Work to complete:
Search the entries below for "Embassy". Report each line where it occurs.

Start of Input

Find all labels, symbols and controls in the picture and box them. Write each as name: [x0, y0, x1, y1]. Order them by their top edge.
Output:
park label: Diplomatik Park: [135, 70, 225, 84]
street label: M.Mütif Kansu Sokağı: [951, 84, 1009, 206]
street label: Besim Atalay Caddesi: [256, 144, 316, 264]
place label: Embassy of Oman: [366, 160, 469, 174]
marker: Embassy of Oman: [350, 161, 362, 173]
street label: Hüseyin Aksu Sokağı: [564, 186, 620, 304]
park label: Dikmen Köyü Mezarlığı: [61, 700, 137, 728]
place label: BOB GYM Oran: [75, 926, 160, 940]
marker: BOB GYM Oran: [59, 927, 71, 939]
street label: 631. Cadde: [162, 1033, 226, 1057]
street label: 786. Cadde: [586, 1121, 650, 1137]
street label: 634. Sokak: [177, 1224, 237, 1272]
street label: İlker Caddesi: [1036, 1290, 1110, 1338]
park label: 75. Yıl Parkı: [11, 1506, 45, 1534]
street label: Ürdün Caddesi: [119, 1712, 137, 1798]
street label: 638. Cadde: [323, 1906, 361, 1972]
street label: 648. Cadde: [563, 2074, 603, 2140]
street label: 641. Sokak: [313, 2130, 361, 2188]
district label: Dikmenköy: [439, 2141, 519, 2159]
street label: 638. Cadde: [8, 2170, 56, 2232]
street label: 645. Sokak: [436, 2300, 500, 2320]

End of Input

Exercise response:
place label: Embassy of Oman: [366, 160, 469, 174]
marker: Embassy of Oman: [350, 161, 362, 173]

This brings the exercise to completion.